- [Problem]
Give an exact copy of every entry.
----------------------------------------
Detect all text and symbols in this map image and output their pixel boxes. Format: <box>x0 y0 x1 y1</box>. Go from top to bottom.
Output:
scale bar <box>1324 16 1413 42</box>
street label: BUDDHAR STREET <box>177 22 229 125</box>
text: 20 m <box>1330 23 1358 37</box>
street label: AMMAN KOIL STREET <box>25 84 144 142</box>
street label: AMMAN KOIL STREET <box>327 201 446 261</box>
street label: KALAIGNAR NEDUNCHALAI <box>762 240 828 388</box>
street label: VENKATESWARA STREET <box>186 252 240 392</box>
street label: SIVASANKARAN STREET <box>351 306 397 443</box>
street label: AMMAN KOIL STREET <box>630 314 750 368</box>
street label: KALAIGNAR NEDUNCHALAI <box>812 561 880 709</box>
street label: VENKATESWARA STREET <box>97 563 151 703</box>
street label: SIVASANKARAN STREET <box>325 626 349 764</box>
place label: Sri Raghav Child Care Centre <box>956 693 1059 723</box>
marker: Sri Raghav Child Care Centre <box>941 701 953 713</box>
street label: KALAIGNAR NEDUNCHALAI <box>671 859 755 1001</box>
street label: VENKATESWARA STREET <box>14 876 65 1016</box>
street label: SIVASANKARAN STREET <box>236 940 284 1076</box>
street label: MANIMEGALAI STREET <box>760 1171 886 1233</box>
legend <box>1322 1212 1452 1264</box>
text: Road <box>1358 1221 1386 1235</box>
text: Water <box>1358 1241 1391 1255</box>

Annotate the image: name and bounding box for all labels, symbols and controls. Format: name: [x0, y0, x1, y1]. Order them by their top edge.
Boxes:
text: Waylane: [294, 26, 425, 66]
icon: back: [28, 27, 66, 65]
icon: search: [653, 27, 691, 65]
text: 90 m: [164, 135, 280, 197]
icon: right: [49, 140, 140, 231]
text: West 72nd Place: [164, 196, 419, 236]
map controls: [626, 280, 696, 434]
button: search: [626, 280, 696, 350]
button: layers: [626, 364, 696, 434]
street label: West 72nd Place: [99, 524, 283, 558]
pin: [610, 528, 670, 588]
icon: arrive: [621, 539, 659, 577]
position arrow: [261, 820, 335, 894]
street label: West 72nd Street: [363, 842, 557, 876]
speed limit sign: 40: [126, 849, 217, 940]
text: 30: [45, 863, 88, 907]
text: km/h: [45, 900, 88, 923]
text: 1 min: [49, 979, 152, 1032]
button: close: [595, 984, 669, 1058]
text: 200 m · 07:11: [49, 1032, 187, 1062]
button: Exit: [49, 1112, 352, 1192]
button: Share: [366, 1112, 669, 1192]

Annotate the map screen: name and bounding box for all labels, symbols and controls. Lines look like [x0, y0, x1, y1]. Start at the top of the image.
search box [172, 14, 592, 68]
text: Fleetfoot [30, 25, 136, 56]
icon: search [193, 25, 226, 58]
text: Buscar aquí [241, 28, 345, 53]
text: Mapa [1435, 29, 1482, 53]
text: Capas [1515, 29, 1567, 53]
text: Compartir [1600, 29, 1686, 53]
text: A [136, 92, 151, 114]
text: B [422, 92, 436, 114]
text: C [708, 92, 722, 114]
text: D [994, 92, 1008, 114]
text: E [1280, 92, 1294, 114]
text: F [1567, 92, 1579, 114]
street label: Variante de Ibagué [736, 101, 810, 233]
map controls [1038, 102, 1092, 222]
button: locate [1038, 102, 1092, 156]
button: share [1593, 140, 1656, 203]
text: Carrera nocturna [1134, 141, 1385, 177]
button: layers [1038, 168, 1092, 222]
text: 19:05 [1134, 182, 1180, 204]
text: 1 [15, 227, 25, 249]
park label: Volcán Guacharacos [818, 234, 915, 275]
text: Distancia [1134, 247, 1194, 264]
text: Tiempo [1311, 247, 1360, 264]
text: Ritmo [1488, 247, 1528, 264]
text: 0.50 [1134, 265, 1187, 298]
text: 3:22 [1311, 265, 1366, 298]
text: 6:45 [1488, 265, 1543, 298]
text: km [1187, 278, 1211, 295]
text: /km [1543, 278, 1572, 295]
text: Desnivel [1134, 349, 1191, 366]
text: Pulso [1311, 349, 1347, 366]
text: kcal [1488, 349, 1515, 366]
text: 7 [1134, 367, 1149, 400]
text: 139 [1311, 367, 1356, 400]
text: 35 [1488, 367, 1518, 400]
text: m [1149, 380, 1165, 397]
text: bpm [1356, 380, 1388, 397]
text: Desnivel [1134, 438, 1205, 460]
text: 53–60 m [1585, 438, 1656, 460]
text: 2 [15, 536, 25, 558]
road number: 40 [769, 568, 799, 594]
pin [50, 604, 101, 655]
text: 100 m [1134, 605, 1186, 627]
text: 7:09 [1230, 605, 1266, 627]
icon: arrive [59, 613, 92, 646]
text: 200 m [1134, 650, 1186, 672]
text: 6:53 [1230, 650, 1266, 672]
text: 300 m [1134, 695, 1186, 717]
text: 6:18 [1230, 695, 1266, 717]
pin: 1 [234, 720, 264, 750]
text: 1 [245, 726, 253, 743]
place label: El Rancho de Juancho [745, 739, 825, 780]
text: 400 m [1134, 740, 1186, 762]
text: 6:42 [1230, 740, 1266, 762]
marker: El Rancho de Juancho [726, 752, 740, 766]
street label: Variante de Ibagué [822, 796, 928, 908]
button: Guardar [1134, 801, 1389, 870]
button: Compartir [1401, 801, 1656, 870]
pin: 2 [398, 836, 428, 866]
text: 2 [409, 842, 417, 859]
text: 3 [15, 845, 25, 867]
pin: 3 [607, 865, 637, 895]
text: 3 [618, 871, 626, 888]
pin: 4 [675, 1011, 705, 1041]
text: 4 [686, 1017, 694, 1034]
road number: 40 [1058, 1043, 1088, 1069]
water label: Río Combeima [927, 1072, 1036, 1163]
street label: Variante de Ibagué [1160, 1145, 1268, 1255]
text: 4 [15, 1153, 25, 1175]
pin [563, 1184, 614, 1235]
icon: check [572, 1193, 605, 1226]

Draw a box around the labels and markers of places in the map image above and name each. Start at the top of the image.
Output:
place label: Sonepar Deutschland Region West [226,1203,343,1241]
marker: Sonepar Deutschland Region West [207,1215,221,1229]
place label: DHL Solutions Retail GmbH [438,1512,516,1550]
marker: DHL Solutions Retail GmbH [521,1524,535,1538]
----------------------------------------
- [Exercise output]
Detect all text and symbols in this map image and output their pixel boxes. Format: <box>x0 y0 x1 y1</box>. Go from top to bottom.
Output:
scale bar <box>1324 16 1413 42</box>
street label: BUDDHAR STREET <box>177 22 229 125</box>
text: 20 m <box>1330 23 1358 37</box>
street label: AMMAN KOIL STREET <box>25 84 144 142</box>
street label: AMMAN KOIL STREET <box>327 201 446 261</box>
street label: KALAIGNAR NEDUNCHALAI <box>762 240 828 388</box>
street label: VENKATESWARA STREET <box>186 252 240 392</box>
street label: SIVASANKARAN STREET <box>351 306 397 443</box>
street label: AMMAN KOIL STREET <box>630 314 750 368</box>
street label: KALAIGNAR NEDUNCHALAI <box>812 561 880 709</box>
street label: VENKATESWARA STREET <box>97 563 151 703</box>
street label: SIVASANKARAN STREET <box>325 626 349 764</box>
place label: Sri Raghav Child Care Centre <box>956 693 1059 723</box>
marker: Sri Raghav Child Care Centre <box>941 701 953 713</box>
street label: KALAIGNAR NEDUNCHALAI <box>671 859 755 1001</box>
street label: VENKATESWARA STREET <box>14 876 65 1016</box>
street label: SIVASANKARAN STREET <box>236 940 284 1076</box>
street label: MANIMEGALAI STREET <box>760 1171 886 1233</box>
legend <box>1322 1212 1452 1264</box>
text: Road <box>1358 1221 1386 1235</box>
text: Water <box>1358 1241 1391 1255</box>

Annotate the image: name and bounding box for all labels, symbols and controls. Format: name: [x0, y0, x1, y1]. Order them by their top edge.
Boxes:
text: Waylane: [294, 26, 425, 66]
icon: back: [28, 27, 66, 65]
icon: search: [653, 27, 691, 65]
text: 90 m: [164, 135, 280, 197]
icon: right: [49, 140, 140, 231]
text: West 72nd Place: [164, 196, 419, 236]
map controls: [626, 280, 696, 434]
button: search: [626, 280, 696, 350]
button: layers: [626, 364, 696, 434]
street label: West 72nd Place: [99, 524, 283, 558]
pin: [610, 528, 670, 588]
icon: arrive: [621, 539, 659, 577]
position arrow: [261, 820, 335, 894]
street label: West 72nd Street: [363, 842, 557, 876]
speed limit sign: 40: [126, 849, 217, 940]
text: 30: [45, 863, 88, 907]
text: km/h: [45, 900, 88, 923]
text: 1 min: [49, 979, 152, 1032]
button: close: [595, 984, 669, 1058]
text: 200 m · 07:11: [49, 1032, 187, 1062]
button: Exit: [49, 1112, 352, 1192]
button: Share: [366, 1112, 669, 1192]

Annotate the map screen: name and bounding box for all labels, symbols and controls. Lines look like [x0, y0, x1, y1]. Start at the top of the image.
search box [172, 14, 592, 68]
text: Fleetfoot [30, 25, 136, 56]
icon: search [193, 25, 226, 58]
text: Buscar aquí [241, 28, 345, 53]
text: Mapa [1435, 29, 1482, 53]
text: Capas [1515, 29, 1567, 53]
text: Compartir [1600, 29, 1686, 53]
text: A [136, 92, 151, 114]
text: B [422, 92, 436, 114]
text: C [708, 92, 722, 114]
text: D [994, 92, 1008, 114]
text: E [1280, 92, 1294, 114]
text: F [1567, 92, 1579, 114]
street label: Variante de Ibagué [736, 101, 810, 233]
map controls [1038, 102, 1092, 222]
button: locate [1038, 102, 1092, 156]
button: share [1593, 140, 1656, 203]
text: Carrera nocturna [1134, 141, 1385, 177]
button: layers [1038, 168, 1092, 222]
text: 19:05 [1134, 182, 1180, 204]
text: 1 [15, 227, 25, 249]
park label: Volcán Guacharacos [818, 234, 915, 275]
text: Distancia [1134, 247, 1194, 264]
text: Tiempo [1311, 247, 1360, 264]
text: Ritmo [1488, 247, 1528, 264]
text: 0.50 [1134, 265, 1187, 298]
text: 3:22 [1311, 265, 1366, 298]
text: 6:45 [1488, 265, 1543, 298]
text: km [1187, 278, 1211, 295]
text: /km [1543, 278, 1572, 295]
text: Desnivel [1134, 349, 1191, 366]
text: Pulso [1311, 349, 1347, 366]
text: kcal [1488, 349, 1515, 366]
text: 7 [1134, 367, 1149, 400]
text: 139 [1311, 367, 1356, 400]
text: 35 [1488, 367, 1518, 400]
text: m [1149, 380, 1165, 397]
text: bpm [1356, 380, 1388, 397]
text: Desnivel [1134, 438, 1205, 460]
text: 53–60 m [1585, 438, 1656, 460]
text: 2 [15, 536, 25, 558]
road number: 40 [769, 568, 799, 594]
pin [50, 604, 101, 655]
text: 100 m [1134, 605, 1186, 627]
text: 7:09 [1230, 605, 1266, 627]
icon: arrive [59, 613, 92, 646]
text: 200 m [1134, 650, 1186, 672]
text: 6:53 [1230, 650, 1266, 672]
text: 300 m [1134, 695, 1186, 717]
text: 6:18 [1230, 695, 1266, 717]
pin: 1 [234, 720, 264, 750]
text: 1 [245, 726, 253, 743]
place label: El Rancho de Juancho [745, 739, 825, 780]
text: 400 m [1134, 740, 1186, 762]
text: 6:42 [1230, 740, 1266, 762]
marker: El Rancho de Juancho [726, 752, 740, 766]
street label: Variante de Ibagué [822, 796, 928, 908]
button: Guardar [1134, 801, 1389, 870]
button: Compartir [1401, 801, 1656, 870]
pin: 2 [398, 836, 428, 866]
text: 2 [409, 842, 417, 859]
text: 3 [15, 845, 25, 867]
pin: 3 [607, 865, 637, 895]
text: 3 [618, 871, 626, 888]
pin: 4 [675, 1011, 705, 1041]
text: 4 [686, 1017, 694, 1034]
road number: 40 [1058, 1043, 1088, 1069]
water label: Río Combeima [927, 1072, 1036, 1163]
street label: Variante de Ibagué [1160, 1145, 1268, 1255]
text: 4 [15, 1153, 25, 1175]
pin [563, 1184, 614, 1235]
icon: check [572, 1193, 605, 1226]

Draw a box around the labels and markers of places in the map image above and name each. Start at the top of the image.
Output:
place label: Sonepar Deutschland Region West [226,1203,343,1241]
marker: Sonepar Deutschland Region West [207,1215,221,1229]
place label: DHL Solutions Retail GmbH [438,1512,516,1550]
marker: DHL Solutions Retail GmbH [521,1524,535,1538]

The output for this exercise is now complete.